Issues with deployment on google app engine example

#3

Have you managed to deploy an app on google cloud? My deployment crashes at:

Updating service [default] (this may take several minutes)...failed.

When I looked at the logs, I found that:

_check_disk_space.sh: Free disk space (792 MB) is lower than threshold value 954 MB. Reporting instance permanently unhealthy. Note: different instances will have a different threshold value.

0 Likes

(Arkar Aung) #4

Hey @endrju, I could successfully deploy on google app engine. From the looks of your error, I guess it has something to do with google app engine instance itself.

I had one hiccup when deploying on Google App Engine. I re-ran the command gcloud app deploy for the second time and it worked. What you could also do is delete the app from google app engine and deploy again.

0 Likes

(Akshai Rajendran) #5

Hey @ark_aung, I’m currently trying to deploy on Google App Engine and having difficult installing fastai due to what appears to be a memory error. I’m assuming your deployment involved installing the fastai module right? If so, how were you able to do that?

0 Likes

(Arkar Aung) #6

Hey @arajendran,

Do you mind attaching the memory error message that you are getting?

0 Likes

(Akshai Rajendran) #7

@ark_aung Thanks for the reply. When building with pip I just see “Killed” during the download/build of torch. When deploying I see “oserror cannot allocate memory” in the error log. I’ve switched from the Standard environment to Flexible and that seems to have solved the memory issue, though I’m still working through a few other errors. Since the runtime is custom however I’m currently trying to get logging to work.

0 Likes

(Arkar Aung) #8

When you create your instance, did you make sure that you choose the right image?

Here, the IMAGE_FAMILY makes sure that there are all the stuff we would need for Fast-AI Pytorch.

export IMAGE_FAMILY="pytorch-latest-gpu" # or "pytorch-latest-cpu" for non-GPU instances
export ZONE="us-west2-b" # budget: "us-west1-b"
export INSTANCE_NAME="my-fastai-instance"
export INSTANCE_TYPE="n1-highmem-8" # budget: "n1-highmem-4"

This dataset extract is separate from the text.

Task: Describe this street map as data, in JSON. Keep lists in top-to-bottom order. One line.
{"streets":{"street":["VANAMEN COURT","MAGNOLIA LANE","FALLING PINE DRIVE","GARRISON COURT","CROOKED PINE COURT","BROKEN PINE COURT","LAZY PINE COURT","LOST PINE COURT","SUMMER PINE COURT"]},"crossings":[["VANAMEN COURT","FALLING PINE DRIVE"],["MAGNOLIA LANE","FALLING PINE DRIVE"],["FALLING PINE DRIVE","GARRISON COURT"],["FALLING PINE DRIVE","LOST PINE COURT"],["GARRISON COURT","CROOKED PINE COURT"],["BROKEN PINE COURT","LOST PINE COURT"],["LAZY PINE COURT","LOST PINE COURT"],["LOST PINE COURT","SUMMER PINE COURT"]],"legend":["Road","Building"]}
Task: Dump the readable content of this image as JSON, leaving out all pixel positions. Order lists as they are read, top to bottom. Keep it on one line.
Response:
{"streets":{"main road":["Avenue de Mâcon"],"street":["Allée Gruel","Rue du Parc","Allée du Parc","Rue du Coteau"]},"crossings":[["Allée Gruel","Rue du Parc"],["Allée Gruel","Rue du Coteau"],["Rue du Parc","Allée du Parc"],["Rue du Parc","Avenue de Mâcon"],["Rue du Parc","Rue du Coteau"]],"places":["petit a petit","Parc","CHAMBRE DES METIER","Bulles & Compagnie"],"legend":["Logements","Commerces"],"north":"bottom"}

# budget: 'type=nvidia-tesla-k80,count=1'
gcloud compute instances create $INSTANCE_NAME \
        --zone=$ZONE \
        --image-family=$IMAGE_FAMILY \
        --image-project=deeplearning-platform-release \
        --maintenance-policy=TERMINATE \
        --accelerator="type=nvidia-tesla-p4,count=1" \
        --machine-type=$INSTANCE_TYPE \
        --boot-disk-size=200GB \
        --metadata="install-nvidia-driver=True" \
        --preemptible

Ref: https://course.fast.ai/start_gcp.html

0 Likes

(Akshai Rajendran) #9

Well I’m deploying this on Google App Engine which is separate from my Google Compute instance where I’m actually training the models, if I understand it correctly. I’ve actually been able to get it to work after making some changes to the code provided in the deployment guide git. I’m deploying via Flask which is the main reason I didn’t just follow the guide straight through. For future reference if it helps anyone, the primary change was changing the Dockerfile to the following (server is run from main.py located in app sub-folder):

FROM python:3.6-slim-stretch

RUN apt update

RUN apt install -y python3-dev gcc

ADD requirements.txt requirements.txt

RUN pip install -r requirements.txt

COPY app app/

EXPOSE 8080

CMD ["gunicorn", "-b", ":8080", "--chdir", "app/", "main:app"]
1 Like

(Joaquin Maya) #10

Hi, I’m trying to deploy an app using google app engine and I am having this error

0 Likes

(David) #11

Did you ever get it to work?

0 Likes

(Derek) #12

Hey - where did you actually make this change in the code? I tried to change the response from learn.predict to a string but it still doesn’t seem to be working, maybe I am doing something incorrect.

0 Likes

(Arkar Aung) #13

This is the change that I made JSONResponse({'result':str(learn.predict(img)[0])}. Perhaps you did this and still things are not working. Show me your code and your error.

0 Likes

(Derek) #14

That’s exactly what I did, but I just realized I didn’t restart the server when testing (womp). Just restarted the server and it’s all working now, thanks for offering your help though.

0 Likes

(Amit) #15

Hi,

Kind of bit late but issue is pretty much the same that is mentioned here. So far have :

a) changed tfms to ds_tfms
b) changed learner to cnn_learner
c) updated return stmt in analyze to return JSONResponse({‘result’: learn.predict(img)[0].obj})

Now error is :

Traceback (most recent call last):
File “app/server.py”, line 36, in
learn = loop.run_until_complete(asyncio.gather(*tasks))[0]
File “/usr/local/lib/python3.6/asyncio/base_events.py”, line 484, in run_until_complete

Have shutdown and restored the GAE instance before the last change. Everytiem wiping out git directory and cloning after every update.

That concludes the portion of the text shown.